■ Your goal: List each line of the data that holds the word "addColorStop".

(Saved entries)

§

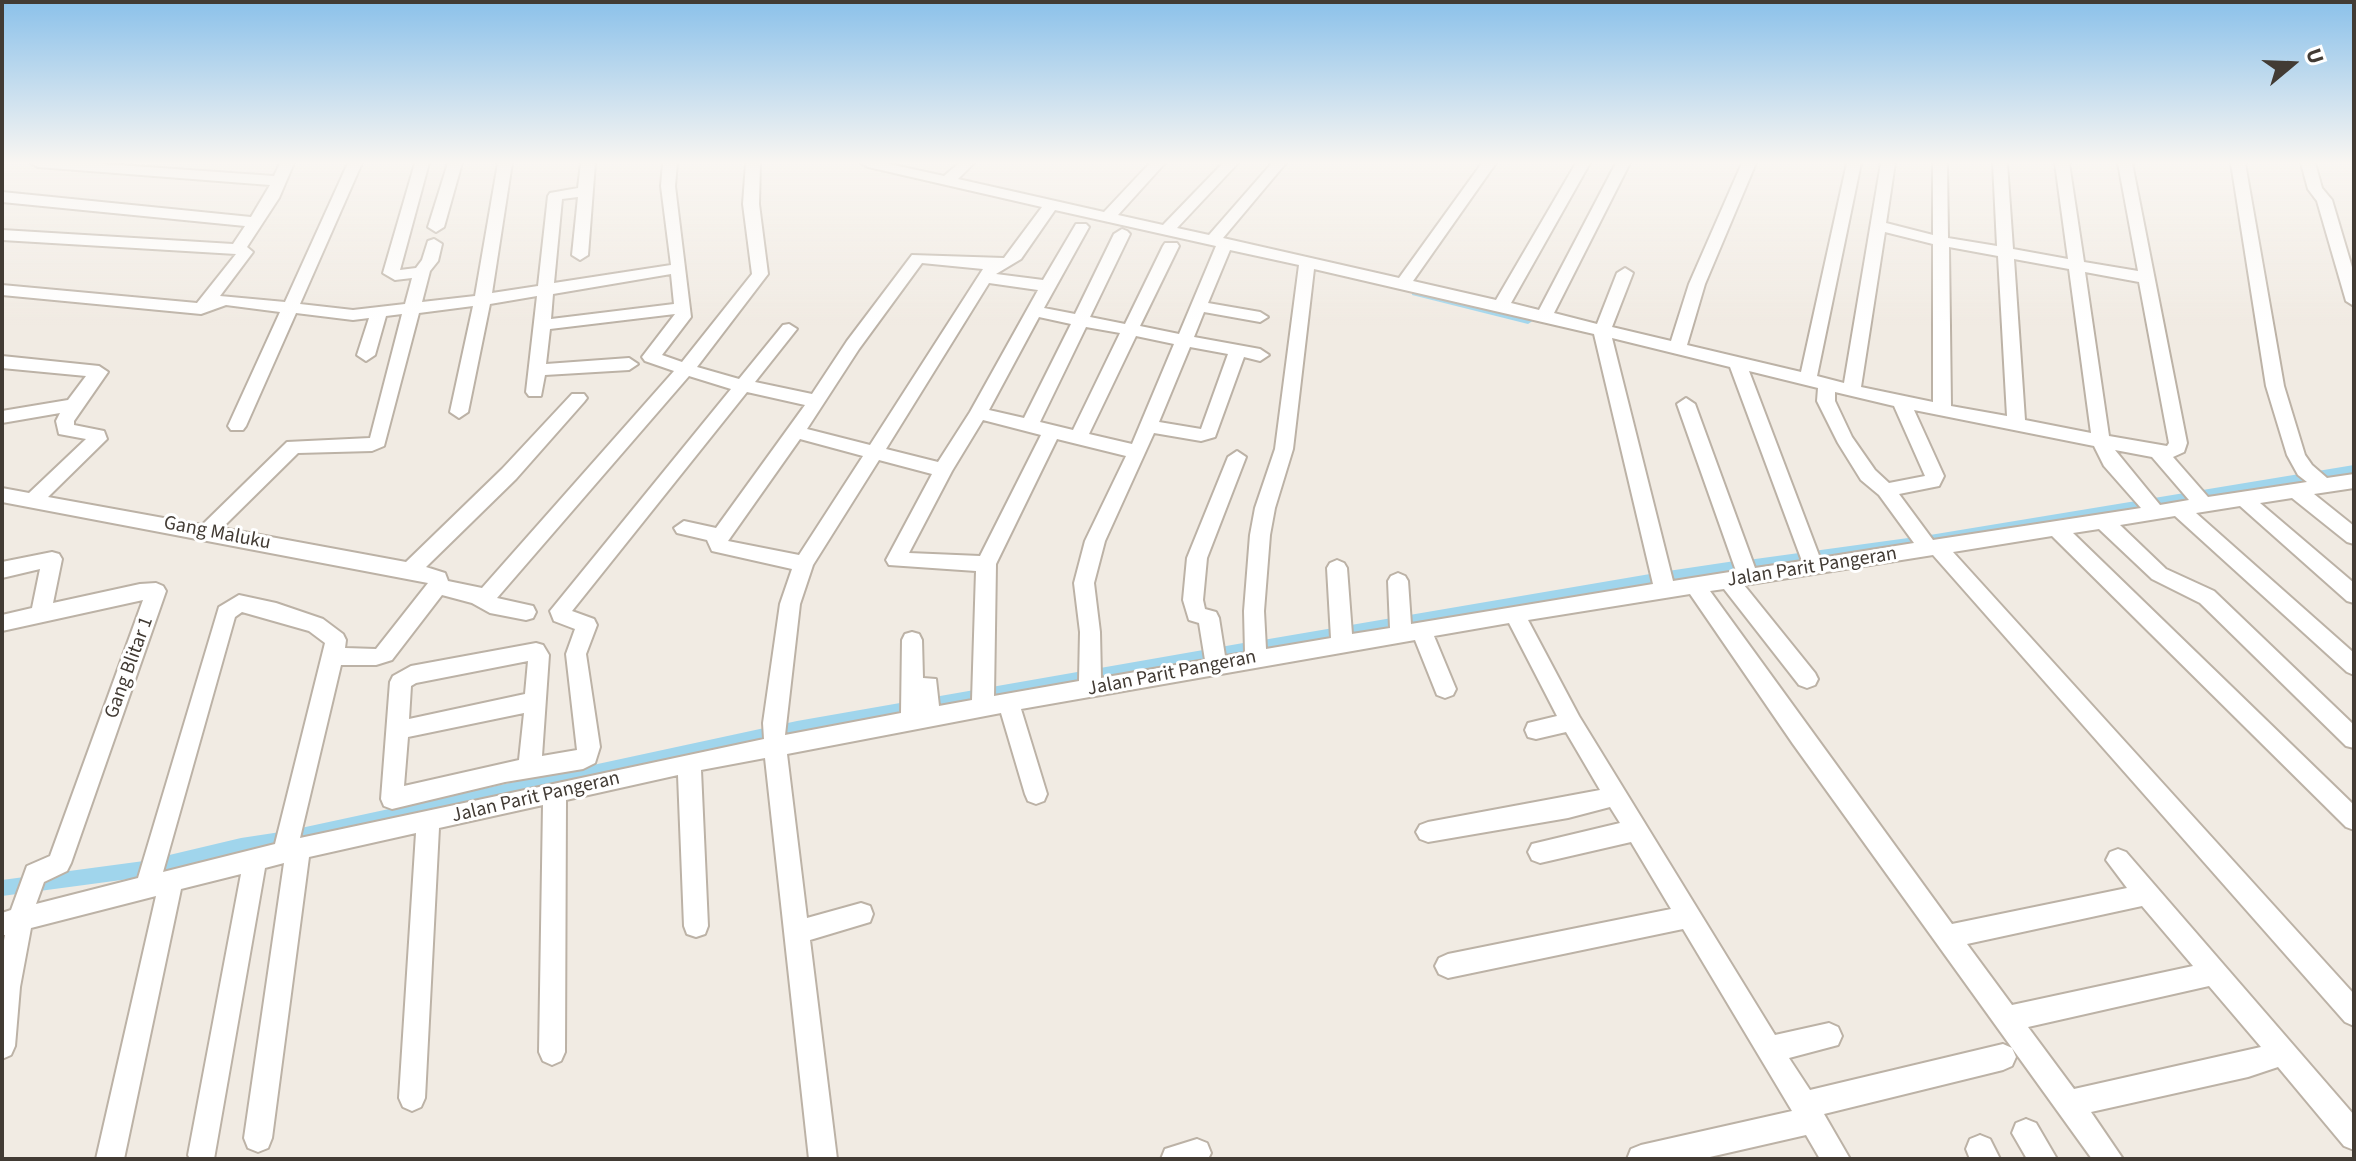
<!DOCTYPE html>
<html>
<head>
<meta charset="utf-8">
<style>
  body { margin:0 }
  #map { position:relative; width:2356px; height:1161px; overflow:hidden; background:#f1ebe3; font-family:"Source Sans 3",sans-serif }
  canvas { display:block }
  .frame { position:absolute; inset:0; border:4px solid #423b34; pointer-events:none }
  .north { position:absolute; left:2252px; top:24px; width:80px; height:80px; -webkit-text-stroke:6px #fff; paint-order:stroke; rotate:71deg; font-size:22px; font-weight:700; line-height:32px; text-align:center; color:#423b34 }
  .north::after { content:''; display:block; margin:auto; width:28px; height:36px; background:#423b34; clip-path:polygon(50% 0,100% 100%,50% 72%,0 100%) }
</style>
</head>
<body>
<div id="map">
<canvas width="2356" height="1161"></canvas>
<div class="frame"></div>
<div class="north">U</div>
</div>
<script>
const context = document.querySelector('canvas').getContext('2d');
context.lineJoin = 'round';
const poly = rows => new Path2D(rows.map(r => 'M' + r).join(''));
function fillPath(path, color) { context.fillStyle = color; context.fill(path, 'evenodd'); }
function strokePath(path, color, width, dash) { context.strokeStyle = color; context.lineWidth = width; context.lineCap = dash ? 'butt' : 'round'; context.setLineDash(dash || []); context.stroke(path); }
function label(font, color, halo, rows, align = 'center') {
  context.font = font + ' "Source Sans 3",sans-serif'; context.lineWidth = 6; context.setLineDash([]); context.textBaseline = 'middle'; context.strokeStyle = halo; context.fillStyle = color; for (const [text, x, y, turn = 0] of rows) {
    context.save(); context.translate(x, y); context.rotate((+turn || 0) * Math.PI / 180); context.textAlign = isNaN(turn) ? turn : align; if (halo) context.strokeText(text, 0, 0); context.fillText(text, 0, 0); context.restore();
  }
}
const canal = poly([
  [1416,288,1532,317,1534,320,1528,324,1412,295,1412,289,1416,288],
  [2354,465,2354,475,1930,545,1748,570,1742,566,1735,571,1668,581,1663,580,1661,576,1663,572,1668,571,1735,561,1741,565,1748,560,1930,535,2354,465],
  [1650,574,1655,575,1657,579,1655,583,1650,584,1263,652,1258,650,1256,646,1258,642,1263,640,1650,574],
  [1249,642,1254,644,1256,648,1254,652,1249,654,797,733,287,845,241,852,144,877,2,896,2,880,144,861,241,838,287,831,797,721,1249,642]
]);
const minor = poly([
  [31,163,91,163,274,176,280,163,294,163,279,198,247,247,253,252,220,296,285,302,348,163,362,163,300,304,353,310,405,304,412,278,395,280,383,273,415,163,429,163,400,270,416,268,422,260,428,241,434,239,442,244,438,261,430,271,422,302,475,296,498,163,512,163,492,293,538,286,548,196,550,193,578,188,581,163,595,163,588,255,580,260,572,255,578,197,562,199,554,283,671,265,661,186,663,163,677,163,675,186,691,317,662,355,682,362,752,274,743,204,746,163,760,163,759,204,768,274,697,367,739,379,783,325,789,324,797,329,755,382,812,394,847,341,912,255,1004,258,1042,207,868,167,861,163,885,163,944,176,959,163,974,163,958,179,1104,212,1150,163,1165,163,1118,215,1163,225,1223,163,1238,163,1177,228,1209,235,1272,163,1286,163,1223,238,1399,278,1482,163,1496,163,1413,281,1496,300,1576,163,1590,163,1511,303,1539,310,1616,163,1630,163,1554,313,1597,324,1617,273,1625,268,1633,273,1612,327,1671,341,1689,284,1742,163,1756,163,1705,284,1687,345,1801,372,1847,163,1861,163,1817,376,1844,383,1881,163,1895,163,1886,223,1933,235,1933,163,1947,163,1948,238,1997,246,1993,163,2007,163,2013,249,2068,259,2055,163,2069,163,2084,262,2138,271,2118,163,2132,163,2187,443,2184,452,2173,457,2208,497,2307,482,2298,475,2287,455,2266,386,2231,163,2245,163,2284,386,2305,455,2312,465,2327,478,2354,474,2354,488,2314,494,2354,526,2354,544,2347,542,2292,498,2260,503,2354,583,2354,603,2347,601,2240,506,2196,513,2354,653,2354,675,2347,672,2175,516,2120,525,2166,569,2214,591,2354,725,2354,748,2346,746,2200,603,2152,579,2099,529,2073,533,2354,805,2354,830,2346,827,2052,536,1953,552,2354,994,2354,1026,2345,1022,1933,555,1744,585,1815,673,1818,679,1815,685,1807,688,1799,685,1724,589,1710,591,1952,924,2127,888,2106,860,2110,852,2118,849,2126,852,2354,1115,2354,1150,2344,1146,2278,1067,2248,1077,2091,1112,2123,1159,2092,1159,2012,1048,2016,1057,2012,1066,2003,1070,1824,1114,1850,1159,1820,1159,1806,1135,1701,1159,1627,1159,1631,1149,1641,1145,1792,1111,1683,929,1448,978,1439,974,1435,966,1439,958,1448,954,1671,909,1631,842,1540,863,1532,860,1528,852,1532,844,1620,823,1610,807,1568,818,1428,842,1420,839,1416,832,1420,825,1428,822,1600,790,1566,732,1536,739,1528,737,1525,730,1528,723,1557,716,1509,623,1434,636,1456,689,1453,695,1445,698,1437,695,1415,640,1021,709,1047,794,1044,801,1036,804,1028,801,1025,794,1001,713,787,754,807,918,861,903,870,906,873,914,870,922,810,940,837,1159,809,1159,765,758,701,770,708,926,705,934,696,937,687,934,684,926,678,775,566,800,565,1052,561,1061,552,1065,543,1061,539,1052,543,805,439,828,425,1098,421,1107,412,1111,403,1107,399,1098,416,833,309,857,272,1138,268,1148,258,1152,248,1148,244,1138,284,863,265,868,214,1159,190,1159,188,1155,241,874,181,889,124,1159,96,1159,156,896,31,928,20,987,15,1046,11,1055,2,1059,2,951,5,935,2,935,2,913,11,910,27,866,50,856,143,600,2,631,2,615,32,608,40,569,2,578,2,562,52,552,59,554,62,559,53,603,140,584,156,583,163,586,166,591,71,863,67,871,44,882,36,904,138,878,219,607,239,595,276,603,323,619,343,634,346,640,345,648,376,649,428,583,2,502,2,488,29,493,86,439,59,434,56,421,60,413,2,423,2,411,68,400,86,376,2,368,2,356,99,366,108,372,74,421,74,425,104,431,107,439,48,497,202,525,287,442,370,438,402,314,386,316,375,355,366,361,357,355,369,318,353,320,296,313,246,426,243,430,231,430,228,426,280,312,226,305,201,314,2,295,2,285,197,303,236,254,2,240,2,230,233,244,245,226,2,202,2,192,251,217,270,185,38,167,31,163],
  [1055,210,1216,246,1179,334,1140,326,1179,246,1177,243,1165,243,1163,246,1125,324,1090,317,1130,234,1127,231,1122,229,1114,234,1075,314,1044,308,1089,227,1086,224,1076,224,1043,280,996,274,1021,259,1055,210],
  [1885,232,1933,244,1933,402,1861,387,1885,232],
  [1949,247,1998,256,2007,416,1951,406,1949,247],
  [1230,250,1299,265,1275,449,1255,508,1250,535,1244,611,1245,653,1225,656,1219,618,1216,612,1205,609,1203,600,1207,558,1246,457,1237,451,1228,457,1187,558,1183,600,1189,620,1199,623,1205,660,1101,678,1100,632,1094,583,1105,541,1154,433,1201,441,1215,437,1244,357,1260,361,1269,355,1260,349,1194,337,1204,312,1260,322,1268,317,1260,312,1208,303,1230,250],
  [2014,259,2069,269,2091,433,2025,420,2014,259],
  [922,263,983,269,870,445,807,429,859,349,922,263],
  [1314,269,1594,334,1653,584,1411,624,1408,581,1405,576,1398,573,1391,576,1388,581,1390,628,1352,634,1347,568,1344,563,1337,560,1330,563,1327,568,1331,638,1266,649,1264,611,1270,535,1275,508,1293,449,1314,269],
  [2085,272,2139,282,2169,443,2167,446,2109,436,2085,272],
  [671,274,674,304,551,319,553,294,671,274],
  [989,283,1038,290,970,412,938,462,886,449,989,283],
  [537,296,526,392,529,396,541,396,545,375,629,370,638,364,629,358,546,364,550,329,675,314,642,357,645,361,674,371,482,588,448,581,445,573,426,567,516,479,584,402,587,398,584,394,572,394,502,469,406,562,222,528,298,453,372,451,384,446,419,313,473,306,450,412,459,418,468,412,490,304,537,296],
  [1039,317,1071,324,1024,418,989,410,1039,317],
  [1086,327,1120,333,1073,430,1040,422,1086,327],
  [1136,336,1174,344,1132,444,1089,434,1136,336],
  [1612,338,1730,367,1802,561,1755,568,1695,404,1686,398,1677,404,1736,571,1673,581,1612,338],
  [1190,347,1228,354,1201,429,1159,422,1190,347],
  [1749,371,1818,388,1817,401,1838,443,1861,480,1879,495,1914,543,1820,558,1749,371],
  [689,376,731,389,550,611,554,621,575,629,566,654,577,750,542,756,549,655,543,645,536,643,411,666,393,676,390,682,381,799,384,806,392,809,505,782,583,769,595,763,600,747,586,654,597,625,594,619,572,611,747,392,805,405,716,528,684,521,674,528,677,533,707,540,712,551,792,569,780,604,763,723,764,739,300,838,341,665,376,665,392,660,442,595,472,603,490,613,526,620,533,618,536,612,533,606,497,598,689,376],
  [1835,392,1894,406,1925,476,1889,483,1875,470,1852,437,1835,401,1835,392],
  [1914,410,2094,446,2104,466,2141,508,1933,540,1899,494,1939,486,1944,476,1914,410],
  [983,420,1041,435,980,556,909,553,952,471,983,420],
  [800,439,863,456,799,555,728,541,800,439],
  [1057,439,1126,456,1085,541,1074,583,1080,632,1079,681,994,696,996,564,1057,439],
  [2115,450,2152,457,2189,500,2160,505,2115,450],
  [879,460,932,474,886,560,889,565,976,571,972,700,939,706,936,679,923,678,922,640,919,634,912,632,905,634,902,640,901,713,785,735,800,604,813,565,879,460],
  [1690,594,1793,744,2012,1048,2003,1044,1810,1090,1789,1058,1838,1045,1842,1036,1838,1027,1829,1023,1775,1035,1579,716,1528,620,1690,594],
  [242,612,309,631,325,643,275,844,163,872,235,617,242,612],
  [528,661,525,694,409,719,411,686,416,683,528,661],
  [524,713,519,760,404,786,408,737,524,713],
  [2142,906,2193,966,2012,1005,1967,944,2142,906],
  [2209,986,2261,1047,2074,1089,2028,1027,2209,986],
  [448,163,462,163,444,227,436,232,428,227,448,163],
  [2301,163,2315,163,2322,188,2332,200,2354,274,2354,306,2346,301,2317,201,2308,189,2301,163],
  [2026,1119,2036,1123,2057,1159,2027,1159,2012,1133,2016,1123,2026,1119],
  [1980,1135,1990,1139,2000,1159,1970,1159,1966,1149,1970,1139,1980,1135],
  [1197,1139,1207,1143,1211,1153,1208,1159,1161,1159,1165,1149,1197,1139]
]);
const streetNames = [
  ["Gang Maluku",217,534,11],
  ["Jalan Parit Pangeran",1812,568,-9],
  ["Gang Blitar 1",130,668,-70],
  ["Jalan Parit Pangeran",1172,674,-11],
  ["Jalan Parit Pangeran",536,798,-13]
];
fillPath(canal, '#a0d5ec');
strokePath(minor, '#bcb2a6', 4);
fillPath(minor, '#fff');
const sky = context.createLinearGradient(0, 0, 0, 325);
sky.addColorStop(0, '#8bc1ea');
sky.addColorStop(0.5, '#f9f6f2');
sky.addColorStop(1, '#f9f6f200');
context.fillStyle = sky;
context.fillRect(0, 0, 2356, 325);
label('20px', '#423b34', '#fff', streetNames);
</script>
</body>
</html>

§

■ Result:
sky.addColorStop(0, '#8bc1ea');
sky.addColorStop(0.5, '#f9f6f2');
sky.addColorStop(1, '#f9f6f200');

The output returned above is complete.